I came to the conclusion a couple of weeks ago that I needed to rename all the characters in my book except for the MC. Have I managed to do that yet? No. None of them seem right. What’s worse, because I need so many of them, it feels overwhelming.
If you are one of those people who can use a generic name until the right one comes along, more power to you. I can’t.
I really don’t enjoy trying to come up with the right name for each character. It’s downright painful sometimes, like trying on a pair of shoes in the store and you think they feel pretty good but who’s to tell when you wear them to work and it’s too late to send them back and suddenly you have a blister on your heel and you fold squares of toilet paper into a wedge and stuff it into the shoes so you can make in til the end of the day and then the next day the thought of even looking at those shoes makes you want to cry. (This can’t just happen to me, right?)
Tonight’s mission is to find one name, just one and I’ll be happy. Like a name for a rough-around-the-edges adult female character who becomes a mentor of sorts to the MC. Or names for the 3 or 4 kids that are obstacles to the MC through-out the book. Or a name for the dog even. Sheesh. It shouldn’t be that hard. But it is.
Flipping through the baby books isn’t doing it for me this time and I don’t think I even own a phonebook anymore (which is how I came up with my own name). So what do you do to find the right name for a character? And when you pick a name, does it feel instantly right or do you have to break it in, just like that pair of new shoes?
I mostly enjoy coming up with names, but it does stop me when I’m drafting if I don’t have the right name for a character. I’m really picky about names, about how they sound, what they mean (doesn’t always have a one-to-one correspondence with the character’s personality, but it helps me to have some kind of indirect connection), their origin, how they work with other names in the story, what they sound like shouted, whispered, etc. If I have to stop and rename a character because a name isn’t working, it frustrates me to no end.
What’s even worse is when I realize that the perfect name isn’t something I can use. I wrote an entire draft with my antagonist having a name I really wanted for him–it was commonly used in the time period and the country, had a hard sound at the end, and didn’t overlap any of the other names in terms of how it sounded or how it looked on the page. Then, a YEAR into the draft, I realized that I’d given this character, who was rough and abusive to everyone, including his own family, the same name as my brother-in-law, who is not like that at all, whom I quite like, and who would never let me hear the end of it if he were to ever read the story. How I missed that connection for an entire year, I have no idea, except that I was so enamored of the name that I didn’t put two and two together.
Part of the fun–and the problem–with writing historical fiction and/or fantasy is that there’s more research involved in the naming process. And sometimes there’s creation of names, which can be fun, just playing with the sounds of syllables. But they have to fit the language and style of the story world, and, if it’s historical, the ethnicity and the time period. (Not a lot of Lances and Mylies in medieval Cornwall!)

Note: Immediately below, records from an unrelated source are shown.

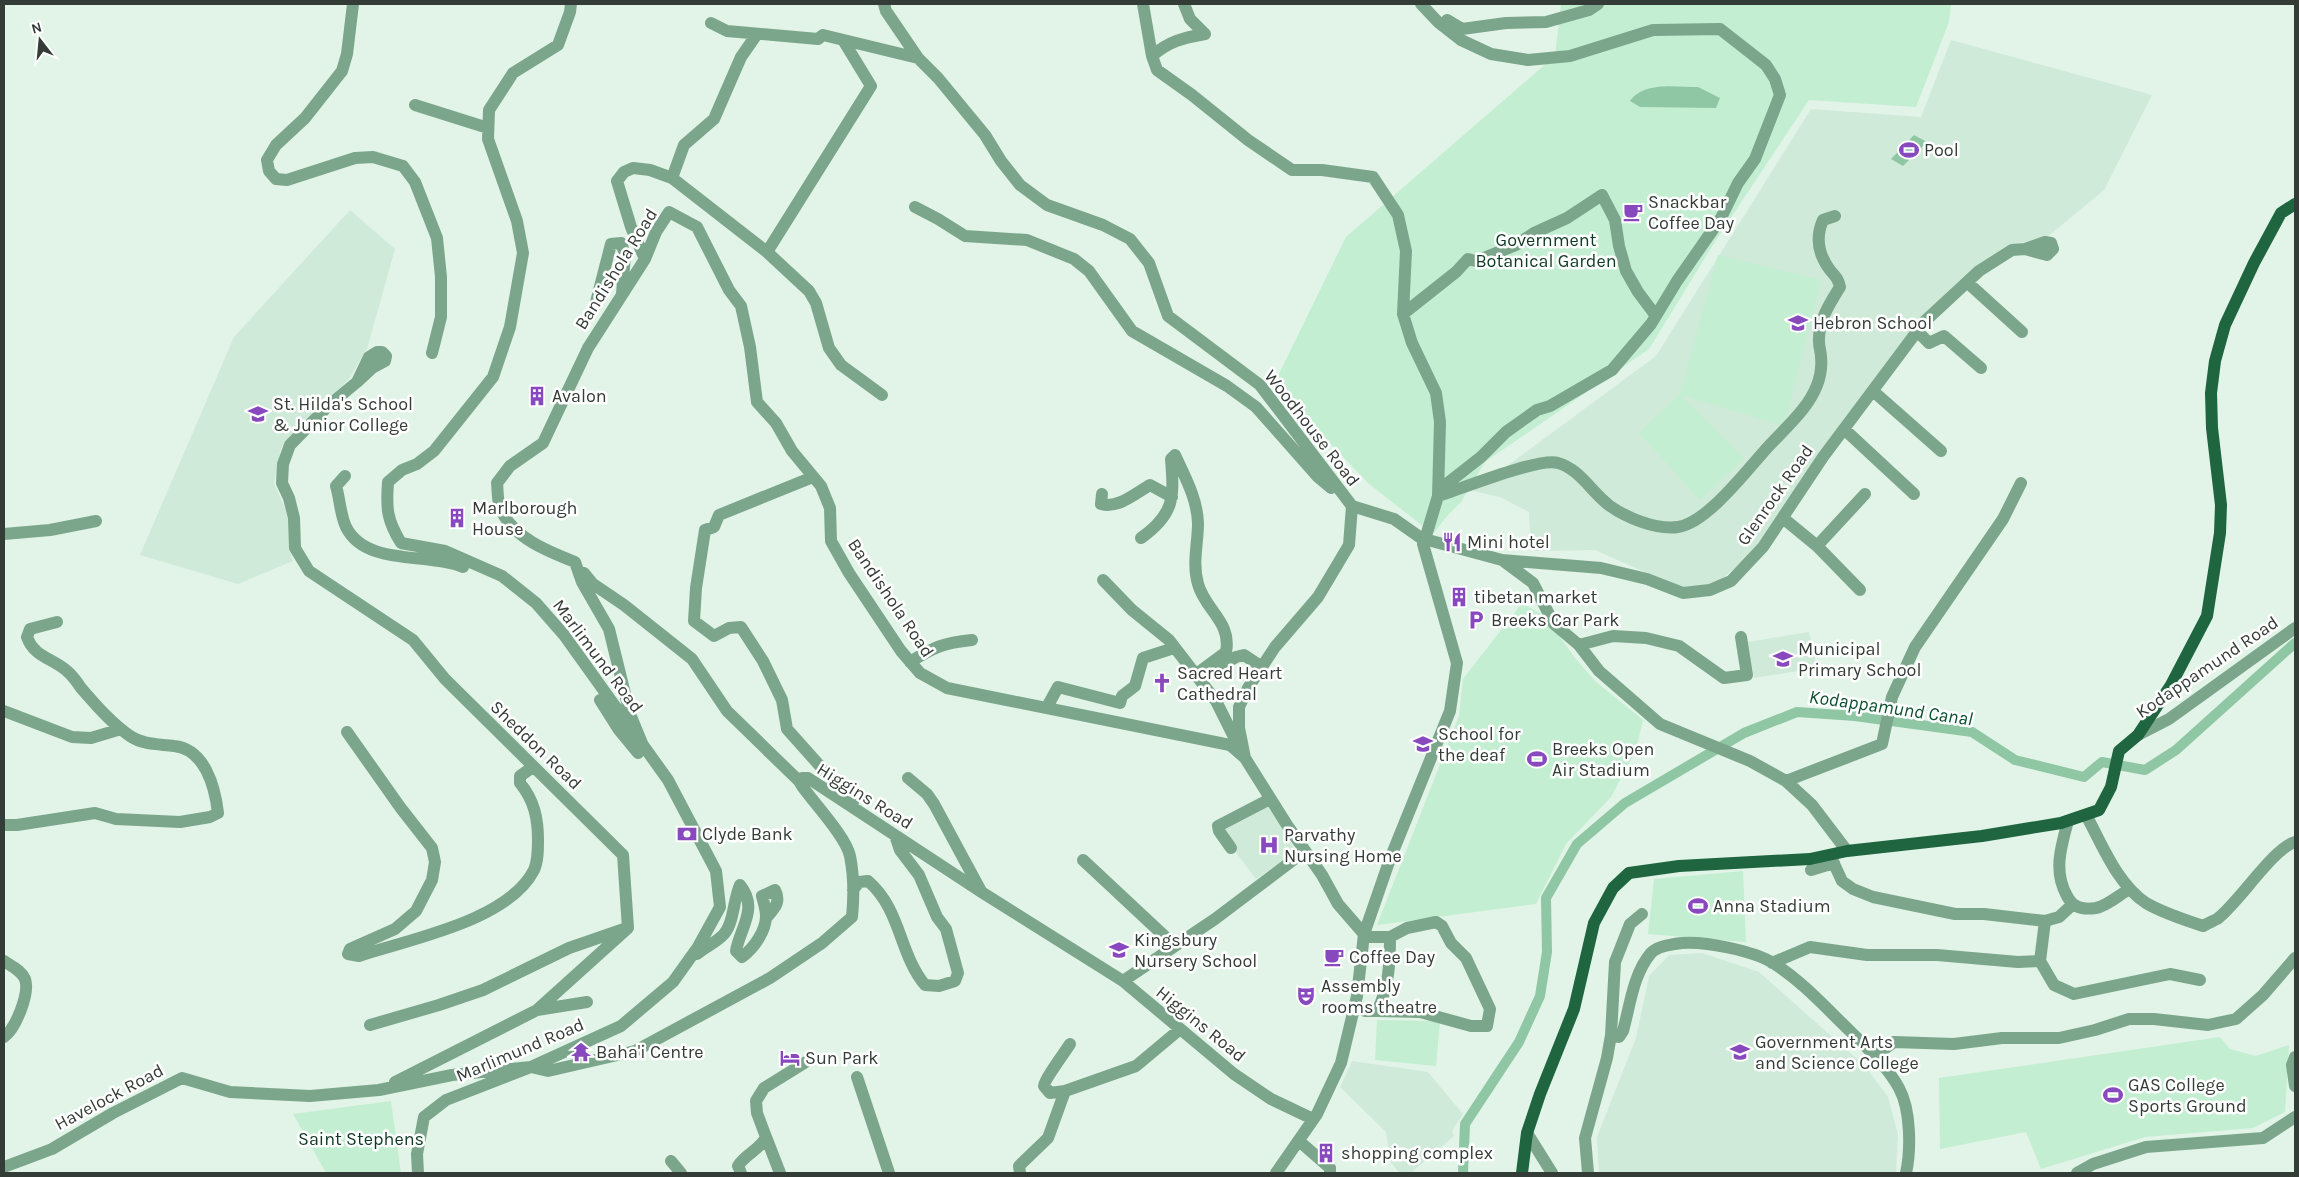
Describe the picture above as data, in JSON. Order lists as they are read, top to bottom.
{
  "streets": {
    "street": [
      "Bandishola Road",
      "Woodhouse Road",
      "Glenrock Road",
      "Marlimund Road",
      "Kodappamund Road",
      "Sheddon Road",
      "Higgins Road",
      "Havelock Road"
    ]
  },
  "crossings": [
    ["Marlimund Road", "Higgins Road"],
    ["Marlimund Road", "Havelock Road"],
    ["Higgins Road", "Havelock Road"]
  ],
  "water": ["Kodappamund Canal"],
  "parks": ["Government Botanical Garden", "Saint Stephens"],
  "places": {
    "sports": [
      "Pool",
      "Breeks Open Air Stadium",
      "Anna Stadium",
      "GAS College Sports Ground"
    ],
    "cafe": ["Snackbar Coffee Day", "Coffee Day"],
    "school or university": [
      "Hebron School",
      "St. Hilda's School & Junior College",
      "Municipal Primary School",
      "School for the deaf",
      "Kingsbury Nursery School",
      "Government Arts and Science College"
    ],
    "building": [
      "Avalon",
      "Marlborough House",
      "tibetan market",
      "shopping complex"
    ],
    "restaurant": ["Mini hotel"],
    "parking": ["Breeks Car Park"],
    "church": ["Sacred Heart Cathedral"],
    "bank": ["Clyde Bank"],
    "hospital": ["Parvathy Nursing Home"],
    "theatre": ["Assembly rooms theatre"],
    "temple": ["Baha'i Centre"],
    "hotel": ["Sun Park"]
  },
  "north": "top"
}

Good luck with your mission–I hope you find more than one right name tonight!
Oh you and I are SO on the same page. The wrong name is just, well, WRONG. I have had the characters in this book all named after airplanes for 20 years. Now I realize that was just a wee bit “over the top”. Argh.
I’ve found one new one so far.
Boy I can sympathize! Personally, I can’t really nail who a character is until their right name comes to me. Often the “right name” will scream itself out while I’m taking a walk or something, and invariably it will sound totally inappropriate and unlikely, but I just know it’s right. Like when I realized the sister character in Whisper wasn’t named Cassie as I originally planned with my rather transparent Greek Mythology symbolism… no, she was named Icka. Why? I don’t know. I had to shrug and change it. Once I did, she came to life. A name makes a person real to me as much as or more than a physical description does.

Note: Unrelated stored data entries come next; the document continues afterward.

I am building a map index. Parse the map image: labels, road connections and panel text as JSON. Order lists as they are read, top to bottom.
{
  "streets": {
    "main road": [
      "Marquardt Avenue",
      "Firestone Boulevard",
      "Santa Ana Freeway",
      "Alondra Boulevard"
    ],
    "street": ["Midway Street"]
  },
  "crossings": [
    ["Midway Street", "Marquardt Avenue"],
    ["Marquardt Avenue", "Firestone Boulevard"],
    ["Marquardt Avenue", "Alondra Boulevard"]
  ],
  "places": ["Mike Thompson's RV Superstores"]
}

It’s unlikely to work, but I’d be happy to at least take a crack at coming up with some names for your characters who live in the South Bay today. How old are the kids and adult female you’re trying to name? And what nationality/cultural background?
That is such a kind offer, thank you. I may post tomorrow about my final holes in the name game and see if you have any ideas. I’m closing in on them but heck if it isn’t one of the toughest parts of the process for me. It almost makes me want to plot.
Almost. π
Here’s a thread on Verla’s about name websites.
http://www.verlakay.com/boards/index.php?topic=4430.0
There are name generators, too.
I’ve used The Writer’s Digest Character Naming Sourcebook by Sherrilyn Kenyon with Hal Blythe and Charlie Sweet.
Thank you! Those are some great links and not ones that I would normally have gone to for names. They’ll help me think names a bit differently which is good.
Actually, I generally use the first name that pops into my head that feels “right.”
On occasion, I’ve changed names if something in the character changes, or if it just no longer seems to fit, or whatever.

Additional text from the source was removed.